Beginning at the top of the listing, repeat each line exactly until the line with "M384,131H554C564,148 543,173 535,189L447,175L453,161Z" has been repeated too.

**Records supplied:**
==========

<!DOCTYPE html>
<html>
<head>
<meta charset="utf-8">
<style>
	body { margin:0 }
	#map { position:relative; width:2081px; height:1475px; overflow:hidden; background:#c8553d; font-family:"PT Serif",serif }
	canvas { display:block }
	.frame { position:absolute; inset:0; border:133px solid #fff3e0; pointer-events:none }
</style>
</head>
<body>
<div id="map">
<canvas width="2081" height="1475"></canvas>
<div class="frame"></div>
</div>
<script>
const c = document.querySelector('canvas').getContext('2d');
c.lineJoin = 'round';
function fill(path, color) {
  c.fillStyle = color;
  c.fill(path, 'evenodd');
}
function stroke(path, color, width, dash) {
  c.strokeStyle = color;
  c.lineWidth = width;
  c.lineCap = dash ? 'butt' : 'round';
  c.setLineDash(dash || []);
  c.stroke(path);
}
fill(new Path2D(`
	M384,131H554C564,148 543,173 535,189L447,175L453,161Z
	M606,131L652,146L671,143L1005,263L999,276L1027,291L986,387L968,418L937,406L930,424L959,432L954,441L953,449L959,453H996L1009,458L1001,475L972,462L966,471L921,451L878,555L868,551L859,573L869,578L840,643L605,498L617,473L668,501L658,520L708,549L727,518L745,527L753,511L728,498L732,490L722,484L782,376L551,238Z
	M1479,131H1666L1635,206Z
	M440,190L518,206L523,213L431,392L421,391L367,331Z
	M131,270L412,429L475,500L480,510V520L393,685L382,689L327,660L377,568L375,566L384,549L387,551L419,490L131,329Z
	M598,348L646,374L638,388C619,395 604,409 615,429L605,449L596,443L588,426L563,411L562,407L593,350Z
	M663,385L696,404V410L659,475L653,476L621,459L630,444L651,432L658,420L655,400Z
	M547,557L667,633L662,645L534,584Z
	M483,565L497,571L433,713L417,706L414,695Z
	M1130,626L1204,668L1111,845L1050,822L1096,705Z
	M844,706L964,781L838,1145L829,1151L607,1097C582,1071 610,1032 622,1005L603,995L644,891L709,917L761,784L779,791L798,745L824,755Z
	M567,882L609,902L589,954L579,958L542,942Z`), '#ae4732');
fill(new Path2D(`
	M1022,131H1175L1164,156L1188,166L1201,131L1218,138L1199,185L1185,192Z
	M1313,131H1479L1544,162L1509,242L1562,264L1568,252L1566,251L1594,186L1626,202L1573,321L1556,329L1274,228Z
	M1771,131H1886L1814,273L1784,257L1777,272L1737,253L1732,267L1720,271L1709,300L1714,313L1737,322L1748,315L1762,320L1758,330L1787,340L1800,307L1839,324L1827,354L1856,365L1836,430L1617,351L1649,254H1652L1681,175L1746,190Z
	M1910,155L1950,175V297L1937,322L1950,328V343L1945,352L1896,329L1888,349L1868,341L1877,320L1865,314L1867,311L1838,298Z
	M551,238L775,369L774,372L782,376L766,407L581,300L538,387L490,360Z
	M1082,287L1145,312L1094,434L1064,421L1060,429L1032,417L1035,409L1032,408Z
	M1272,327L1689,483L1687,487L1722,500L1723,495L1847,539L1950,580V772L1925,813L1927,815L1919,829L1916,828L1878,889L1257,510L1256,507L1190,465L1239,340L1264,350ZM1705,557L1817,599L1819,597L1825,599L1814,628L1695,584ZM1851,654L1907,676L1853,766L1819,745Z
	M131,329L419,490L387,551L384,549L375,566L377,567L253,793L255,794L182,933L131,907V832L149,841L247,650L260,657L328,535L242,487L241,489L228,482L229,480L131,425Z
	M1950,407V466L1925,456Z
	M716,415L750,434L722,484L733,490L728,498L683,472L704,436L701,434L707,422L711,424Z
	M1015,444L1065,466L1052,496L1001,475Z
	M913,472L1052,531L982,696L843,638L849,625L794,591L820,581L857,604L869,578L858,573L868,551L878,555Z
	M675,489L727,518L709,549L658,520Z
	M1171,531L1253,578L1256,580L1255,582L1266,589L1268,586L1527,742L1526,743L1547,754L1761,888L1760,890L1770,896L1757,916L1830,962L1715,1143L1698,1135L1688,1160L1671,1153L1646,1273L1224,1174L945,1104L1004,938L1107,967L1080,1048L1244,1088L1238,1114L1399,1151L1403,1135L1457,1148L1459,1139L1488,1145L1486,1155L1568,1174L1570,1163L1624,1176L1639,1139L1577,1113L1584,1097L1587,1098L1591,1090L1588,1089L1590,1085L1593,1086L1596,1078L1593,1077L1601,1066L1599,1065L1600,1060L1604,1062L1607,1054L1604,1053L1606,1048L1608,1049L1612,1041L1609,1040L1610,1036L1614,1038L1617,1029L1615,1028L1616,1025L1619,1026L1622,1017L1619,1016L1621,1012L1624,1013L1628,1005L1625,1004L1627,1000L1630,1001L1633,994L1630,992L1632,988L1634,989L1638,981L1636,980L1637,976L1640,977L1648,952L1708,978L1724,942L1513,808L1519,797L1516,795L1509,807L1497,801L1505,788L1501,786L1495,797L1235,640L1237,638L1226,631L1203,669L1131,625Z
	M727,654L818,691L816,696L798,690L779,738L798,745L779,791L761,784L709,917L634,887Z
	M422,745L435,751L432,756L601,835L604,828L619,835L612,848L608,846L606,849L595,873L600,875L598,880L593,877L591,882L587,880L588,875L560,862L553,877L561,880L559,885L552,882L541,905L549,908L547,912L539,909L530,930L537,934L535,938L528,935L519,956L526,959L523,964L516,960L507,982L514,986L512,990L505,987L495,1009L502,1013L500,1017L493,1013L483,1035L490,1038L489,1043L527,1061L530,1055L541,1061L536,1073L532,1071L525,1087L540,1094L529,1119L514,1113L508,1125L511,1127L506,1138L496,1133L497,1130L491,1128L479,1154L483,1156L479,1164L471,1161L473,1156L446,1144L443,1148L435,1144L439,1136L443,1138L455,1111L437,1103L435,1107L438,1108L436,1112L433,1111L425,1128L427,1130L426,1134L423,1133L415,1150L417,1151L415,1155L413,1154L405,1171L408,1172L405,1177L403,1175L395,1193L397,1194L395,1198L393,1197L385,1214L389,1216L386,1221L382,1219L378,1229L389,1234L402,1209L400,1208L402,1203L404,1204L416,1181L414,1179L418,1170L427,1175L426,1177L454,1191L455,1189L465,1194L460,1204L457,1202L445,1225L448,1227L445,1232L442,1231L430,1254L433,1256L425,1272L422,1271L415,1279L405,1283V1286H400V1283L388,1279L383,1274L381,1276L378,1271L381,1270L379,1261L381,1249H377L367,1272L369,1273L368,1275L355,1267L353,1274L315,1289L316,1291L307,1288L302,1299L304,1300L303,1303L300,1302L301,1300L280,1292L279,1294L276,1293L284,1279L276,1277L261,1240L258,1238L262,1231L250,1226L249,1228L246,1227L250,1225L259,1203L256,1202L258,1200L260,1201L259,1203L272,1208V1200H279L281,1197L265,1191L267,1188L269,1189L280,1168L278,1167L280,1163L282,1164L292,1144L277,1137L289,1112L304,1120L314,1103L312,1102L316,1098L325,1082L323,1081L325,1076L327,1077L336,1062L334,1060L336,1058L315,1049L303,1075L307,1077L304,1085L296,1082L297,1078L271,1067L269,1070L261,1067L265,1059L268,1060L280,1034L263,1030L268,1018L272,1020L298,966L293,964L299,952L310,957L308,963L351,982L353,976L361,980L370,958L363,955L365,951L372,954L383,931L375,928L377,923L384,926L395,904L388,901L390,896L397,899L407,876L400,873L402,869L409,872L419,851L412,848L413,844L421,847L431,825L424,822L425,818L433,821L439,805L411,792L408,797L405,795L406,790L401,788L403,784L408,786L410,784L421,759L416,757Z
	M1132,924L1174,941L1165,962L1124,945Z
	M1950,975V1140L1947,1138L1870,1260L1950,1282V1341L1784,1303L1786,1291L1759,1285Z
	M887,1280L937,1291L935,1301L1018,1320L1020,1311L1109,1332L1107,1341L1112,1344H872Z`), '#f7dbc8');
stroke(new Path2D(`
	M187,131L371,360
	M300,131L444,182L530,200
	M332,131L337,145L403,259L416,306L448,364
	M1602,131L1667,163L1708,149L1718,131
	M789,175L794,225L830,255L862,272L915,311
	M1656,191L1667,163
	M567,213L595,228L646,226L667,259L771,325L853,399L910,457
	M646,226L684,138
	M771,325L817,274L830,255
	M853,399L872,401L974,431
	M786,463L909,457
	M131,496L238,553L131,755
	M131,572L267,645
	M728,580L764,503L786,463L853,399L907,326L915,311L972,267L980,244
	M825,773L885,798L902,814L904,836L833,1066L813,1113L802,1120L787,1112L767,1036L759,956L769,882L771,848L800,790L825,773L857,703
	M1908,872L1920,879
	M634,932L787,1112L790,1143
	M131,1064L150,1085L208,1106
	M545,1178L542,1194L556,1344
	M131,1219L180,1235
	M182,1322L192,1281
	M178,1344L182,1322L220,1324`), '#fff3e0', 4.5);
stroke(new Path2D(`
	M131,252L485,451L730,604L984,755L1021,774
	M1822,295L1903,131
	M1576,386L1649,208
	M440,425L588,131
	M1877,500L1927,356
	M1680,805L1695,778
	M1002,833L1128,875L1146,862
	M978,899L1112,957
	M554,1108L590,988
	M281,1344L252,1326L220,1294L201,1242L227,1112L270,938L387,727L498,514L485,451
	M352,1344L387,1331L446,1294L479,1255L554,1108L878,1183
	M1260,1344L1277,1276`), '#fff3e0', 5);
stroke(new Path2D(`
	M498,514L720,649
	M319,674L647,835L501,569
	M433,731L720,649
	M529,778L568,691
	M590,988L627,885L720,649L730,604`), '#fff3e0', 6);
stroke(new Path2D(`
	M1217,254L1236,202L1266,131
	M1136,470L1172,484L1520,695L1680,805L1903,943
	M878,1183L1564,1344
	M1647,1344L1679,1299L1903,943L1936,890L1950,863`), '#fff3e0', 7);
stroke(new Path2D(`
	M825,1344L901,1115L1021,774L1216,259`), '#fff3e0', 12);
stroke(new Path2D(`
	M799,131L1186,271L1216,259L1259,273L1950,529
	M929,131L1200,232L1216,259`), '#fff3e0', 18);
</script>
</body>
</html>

==========

**Response for this exercise:**
<!DOCTYPE html>
<html>
<head>
<meta charset="utf-8">
<style>
	body { margin:0 }
	#map { position:relative; width:2081px; height:1475px; overflow:hidden; background:#c8553d; font-family:"PT Serif",serif }
	canvas { display:block }
	.frame { position:absolute; inset:0; border:133px solid #fff3e0; pointer-events:none }
</style>
</head>
<body>
<div id="map">
<canvas width="2081" height="1475"></canvas>
<div class="frame"></div>
</div>
<script>
const c = document.querySelector('canvas').getContext('2d');
c.lineJoin = 'round';
function fill(path, color) {
  c.fillStyle = color;
  c.fill(path, 'evenodd');
}
function stroke(path, color, width, dash) {
  c.strokeStyle = color;
  c.lineWidth = width;
  c.lineCap = dash ? 'butt' : 'round';
  c.setLineDash(dash || []);
  c.stroke(path);
}
fill(new Path2D(`
	M384,131H554C564,148 543,173 535,189L447,175L453,161Z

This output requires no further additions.